We derive $N_0$ by setting $\text{ops}_\text{dir} \stackrel{!}{=} \text{ops}_\text{eff}$, which is equivalent to $$ N_0 = \frac{4d^3 + 10d^2 + 9d + 4}{4d + 6} \leq \frac{4d^3 + 6d^2}{4d + 6} + \frac{4d^2 + 6d}{4d + 6} + \frac{3d + 4.5}{4d + 6} = d^2 + d + \frac 3 4 $$

The size of the largest intermediate results needed at once for *direct-* and *efficient-TaylorShift* is
$$\text{entries}_\text{dir} = \underbrace{dN}_{\text{for } V} + \underbrace{2N^2}_{\text{for } QK^\top \text{ and result}},$$
$$\text{entries}_\text{eff} = d^2(d+1) + 2dN + (d+1)N + d^2N.$$

We can again find $N_1 = N_1(d)$, such that *efficient-TaylorShift* is more memory efficient for all $N > N_1$.
We find
$$
N_1 = \frac 1 4 \left[ d^2 + 2 d + 1 + \sqrt{d^4 + 12 d^3 + 14 d^2 + 4d + 1} \right] \leq \frac 1 2 d^2 + 2 d + \frac 1 2.
$$

For *direct-TaylorShift* we need the largest intermediate memory when calculating $\text{T-SM}(QK^\top)$ from $QK^\top$.

- $d N$ entries of $V$
- $N^2$ entries of $QK^\top$
- $N^2$ entries for the result. Note that we can’t simply reuse the memory from $QK^\top$, because we need to save at least one intermediate result when calculating $\frac 1 2 x^2 + x$.

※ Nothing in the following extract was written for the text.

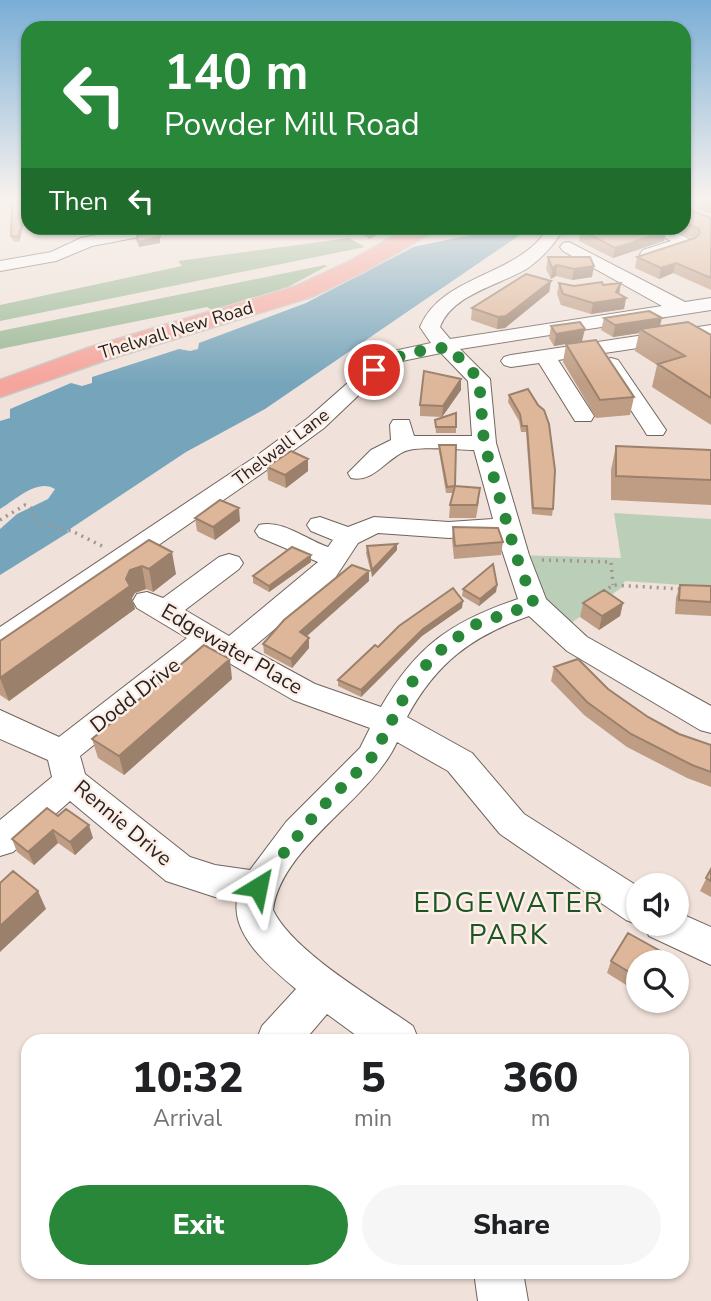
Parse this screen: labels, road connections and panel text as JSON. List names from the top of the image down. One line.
{"streets":{"main road":["Thelwall New Road"],"street":["Thelwall Lane","Edgewater Place","Dodd Drive","Rennie Drive"]},"crossings":[["Edgewater Place","Dodd Drive"],["Dodd Drive","Rennie Drive"]],"districts":["EDGEWATER PARK"],"page":{"turn":["140 m","Powder Mill Road"],"then":"Then","eta":["10:32","Arrival","5","min","360","m"],"buttons":["Exit","Share"]}}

For *efficient-TaylorShift* we need the most memory when calculating $(K^{\boxtimes 2})^\top V$:

- $2 N d$ entries for $Q,$ and $K$ for later
- $N (d + 1)$ entries for $V$ (also needed again later)
- $N d^2$ entries of $K^{\boxtimes 2}$
- $d^2 (d + 1)$ entries for the result

We again derive $N_1$ by setting $\text{entries}_\text{dir} \stackrel{!}{=} \text{entries}_\text{eff}$ for $N_1$. Therefore $$ N_1^2 - \frac{d^2 + 2d + 1}{2} N_1 - \frac{d^3 + d^2}{2} = 0 $$ The larger of the two solutions is $$ \begin{align*} N_1 =& \frac 1 4 \left[ d^2 + 2d + 1 + \sqrt{(d^2 + 2d + 1)^2 + 8(d^3 + d^2)} \right] \\ =& \frac 1 4 \left[ d^2 + 2d + 1 + \sqrt{d^4 + 12 d^3 + 14 d^2 + 4d + 1} \right]. \end{align*} $$ Since $$ (d^2 + 6d + 1)^2 = d^4 + 12d^3 + 38 d^2 + 12 d + 1 \geq d^4 + 12 d^3 + 14 d^2 + 4d + 1 $$ we have $$ N_1 \leq \frac 1 2 d^2 + 2 d + \frac 1 2. $$

**Table:**

d | 8 | 16 | 32 | 64 | 128 |
---|---|---|---|---|---|

$N_0$ | 73 | 273 | 1057 | 4161 | 16513 |

$N_1$ | 47 | 159 | 574 | 2174 | 8446 |

**Calculator:**

*d* =

=> N_0 = 1057 N_1 = 577

In an effort to increase the efficiency while processing the same number of tokens $N$, one might opt to reduce the embedding dimension $d_\text{emb}$.
However, this might come at the cost of expressiveness.
Given that *efficient-TaylorShift* scales with $\mathcal O(Nd^3)$, we can instead increase the number of attention heads $h$ with dimension $d = \frac{d_\text{emb}}{h}$ each.
We find that the number of operations is
$$
\text{ops}_\text{eff}(\text{MHSA}) = N \left( 4 \frac{d_\text{emb}^3}{h^2} + 10 \frac{d_\text{emb}^2}{h} + 9 d_\text{emb} + 4h \right)
$$
and the number of entries is
$$
\text{entries}_\text{eff}(\text{MHSA}) = \frac{d_\text{emb}^3}{h^2} + (N + 1) \frac{d_\text{emb}^2}{h} + 3N d_\text{emb} + N h,
$$
which are both strictly decreasing in $h$.
Therefore, *efficient-TaylorShift* becomes faster and needs less memory with more attention heads.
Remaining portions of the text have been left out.